[Given records]:
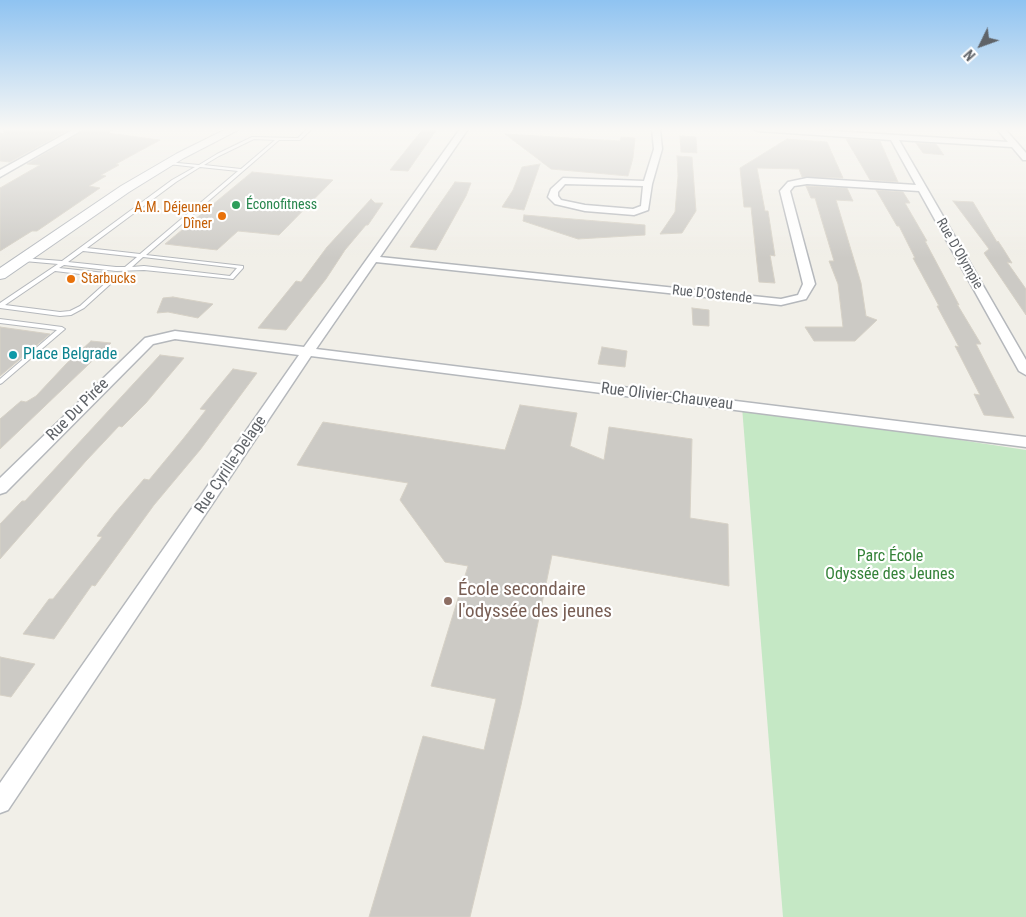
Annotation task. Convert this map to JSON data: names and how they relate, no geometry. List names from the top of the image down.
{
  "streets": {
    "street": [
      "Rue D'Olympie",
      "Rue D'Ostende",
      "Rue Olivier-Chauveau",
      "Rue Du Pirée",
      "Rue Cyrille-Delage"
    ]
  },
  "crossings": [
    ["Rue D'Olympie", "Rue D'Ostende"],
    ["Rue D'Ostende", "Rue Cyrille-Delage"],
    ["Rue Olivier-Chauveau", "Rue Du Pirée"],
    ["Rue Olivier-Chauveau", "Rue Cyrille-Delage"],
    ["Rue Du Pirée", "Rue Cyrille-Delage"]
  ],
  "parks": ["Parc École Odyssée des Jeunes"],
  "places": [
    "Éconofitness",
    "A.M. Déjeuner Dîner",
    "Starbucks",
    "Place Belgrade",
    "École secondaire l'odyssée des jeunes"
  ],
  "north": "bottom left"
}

[Your task]: Without the pictures, repeat the listing above exactly.

[Expected answer]:
Annotation task. Convert this map to JSON data: names and how they relate, no geometry. List names from the top of the image down.
{
  "streets": {
    "street": [
      "Rue D'Olympie",
      "Rue D'Ostende",
      "Rue Olivier-Chauveau",
      "Rue Du Pirée",
      "Rue Cyrille-Delage"
    ]
  },
  "crossings": [
    ["Rue D'Olympie", "Rue D'Ostende"],
    ["Rue D'Ostende", "Rue Cyrille-Delage"],
    ["Rue Olivier-Chauveau", "Rue Du Pirée"],
    ["Rue Olivier-Chauveau", "Rue Cyrille-Delage"],
    ["Rue Du Pirée", "Rue Cyrille-Delage"]
  ],
  "parks": ["Parc École Odyssée des Jeunes"],
  "places": [
    "Éconofitness",
    "A.M. Déjeuner Dîner",
    "Starbucks",
    "Place Belgrade",
    "École secondaire l'odyssée des jeunes"
  ],
  "north": "bottom left"
}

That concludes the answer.